Provided records

------------

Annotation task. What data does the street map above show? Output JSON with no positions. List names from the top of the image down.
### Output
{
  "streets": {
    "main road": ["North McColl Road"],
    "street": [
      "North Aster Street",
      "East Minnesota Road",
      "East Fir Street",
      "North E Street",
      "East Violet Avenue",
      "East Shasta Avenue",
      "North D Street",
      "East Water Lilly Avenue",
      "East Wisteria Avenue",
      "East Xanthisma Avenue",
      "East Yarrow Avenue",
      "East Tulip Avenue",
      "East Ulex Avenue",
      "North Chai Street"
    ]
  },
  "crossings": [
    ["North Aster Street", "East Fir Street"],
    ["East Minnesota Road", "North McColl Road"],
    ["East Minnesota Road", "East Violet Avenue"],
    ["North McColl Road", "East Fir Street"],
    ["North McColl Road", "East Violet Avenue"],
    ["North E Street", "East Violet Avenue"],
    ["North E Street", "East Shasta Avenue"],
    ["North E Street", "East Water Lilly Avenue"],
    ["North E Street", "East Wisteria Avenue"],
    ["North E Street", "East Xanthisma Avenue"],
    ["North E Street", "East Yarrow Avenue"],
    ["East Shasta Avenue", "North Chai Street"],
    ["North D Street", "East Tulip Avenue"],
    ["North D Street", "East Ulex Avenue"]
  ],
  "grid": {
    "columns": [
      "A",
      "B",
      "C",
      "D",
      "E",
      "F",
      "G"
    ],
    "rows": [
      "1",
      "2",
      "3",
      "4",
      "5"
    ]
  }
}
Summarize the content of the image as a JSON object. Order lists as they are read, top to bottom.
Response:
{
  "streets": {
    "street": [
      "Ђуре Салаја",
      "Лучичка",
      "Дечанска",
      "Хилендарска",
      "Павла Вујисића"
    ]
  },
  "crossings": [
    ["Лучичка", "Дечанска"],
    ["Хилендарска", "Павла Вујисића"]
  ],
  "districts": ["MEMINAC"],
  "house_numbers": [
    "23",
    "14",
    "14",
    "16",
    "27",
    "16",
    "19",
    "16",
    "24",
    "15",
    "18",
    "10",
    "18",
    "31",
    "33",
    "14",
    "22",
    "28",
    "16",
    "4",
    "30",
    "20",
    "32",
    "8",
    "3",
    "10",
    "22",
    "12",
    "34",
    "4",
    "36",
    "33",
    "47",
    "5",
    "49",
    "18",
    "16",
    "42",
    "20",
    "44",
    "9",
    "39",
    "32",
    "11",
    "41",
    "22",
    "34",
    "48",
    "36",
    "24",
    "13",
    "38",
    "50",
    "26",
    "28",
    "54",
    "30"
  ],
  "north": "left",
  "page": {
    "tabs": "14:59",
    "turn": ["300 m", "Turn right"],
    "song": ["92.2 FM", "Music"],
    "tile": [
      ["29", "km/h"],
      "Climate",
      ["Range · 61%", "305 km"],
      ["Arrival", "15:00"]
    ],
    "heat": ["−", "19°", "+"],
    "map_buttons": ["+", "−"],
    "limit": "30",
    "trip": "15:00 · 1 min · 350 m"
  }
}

------------

Problem to solve
When you copy the material, keep every line exactly as it stands.

Output below
Annotation task. What data does the street map above show? Output JSON with no positions. List names from the top of the image down.
### Output
{
  "streets": {
    "main road": ["North McColl Road"],
    "street": [
      "North Aster Street",
      "East Minnesota Road",
      "East Fir Street",
      "North E Street",
      "East Violet Avenue",
      "East Shasta Avenue",
      "North D Street",
      "East Water Lilly Avenue",
      "East Wisteria Avenue",
      "East Xanthisma Avenue",
      "East Yarrow Avenue",
      "East Tulip Avenue",
      "East Ulex Avenue",
      "North Chai Street"
    ]
  },
  "crossings": [
    ["North Aster Street", "East Fir Street"],
    ["East Minnesota Road", "North McColl Road"],
    ["East Minnesota Road", "East Violet Avenue"],
    ["North McColl Road", "East Fir Street"],
    ["North McColl Road", "East Violet Avenue"],
    ["North E Street", "East Violet Avenue"],
    ["North E Street", "East Shasta Avenue"],
    ["North E Street", "East Water Lilly Avenue"],
    ["North E Street", "East Wisteria Avenue"],
    ["North E Street", "East Xanthisma Avenue"],
    ["North E Street", "East Yarrow Avenue"],
    ["East Shasta Avenue", "North Chai Street"],
    ["North D Street", "East Tulip Avenue"],
    ["North D Street", "East Ulex Avenue"]
  ],
  "grid": {
    "columns": [
      "A",
      "B",
      "C",
      "D",
      "E",
      "F",
      "G"
    ],
    "rows": [
      "1",
      "2",
      "3",
      "4",
      "5"
    ]
  }
}
Summarize the content of the image as a JSON object. Order lists as they are read, top to bottom.
Response:
{
  "streets": {
    "street": [
      "Ђуре Салаја",
      "Лучичка",
      "Дечанска",
      "Хилендарска",
      "Павла Вујисића"
    ]
  },
  "crossings": [
    ["Лучичка", "Дечанска"],
    ["Хилендарска", "Павла Вујисића"]
  ],
  "districts": ["MEMINAC"],
  "house_numbers": [
    "23",
    "14",
    "14",
    "16",
    "27",
    "16",
    "19",
    "16",
    "24",
    "15",
    "18",
    "10",
    "18",
    "31",
    "33",
    "14",
    "22",
    "28",
    "16",
    "4",
    "30",
    "20",
    "32",
    "8",
    "3",
    "10",
    "22",
    "12",
    "34",
    "4",
    "36",
    "33",
    "47",
    "5",
    "49",
    "18",
    "16",
    "42",
    "20",
    "44",
    "9",
    "39",
    "32",
    "11",
    "41",
    "22",
    "34",
    "48",
    "36",
    "24",
    "13",
    "38",
    "50",
    "26",
    "28",
    "54",
    "30"
  ],
  "north": "left",
  "page": {
    "tabs": "14:59",
    "turn": ["300 m", "Turn right"],
    "song": ["92.2 FM", "Music"],
    "tile": [
      ["29", "km/h"],
      "Climate",
      ["Range · 61%", "305 km"],
      ["Arrival", "15:00"]
    ],
    "heat": ["−", "19°", "+"],
    "map_buttons": ["+", "−"],
    "limit": "30",
    "trip": "15:00 · 1 min · 350 m"
  }
}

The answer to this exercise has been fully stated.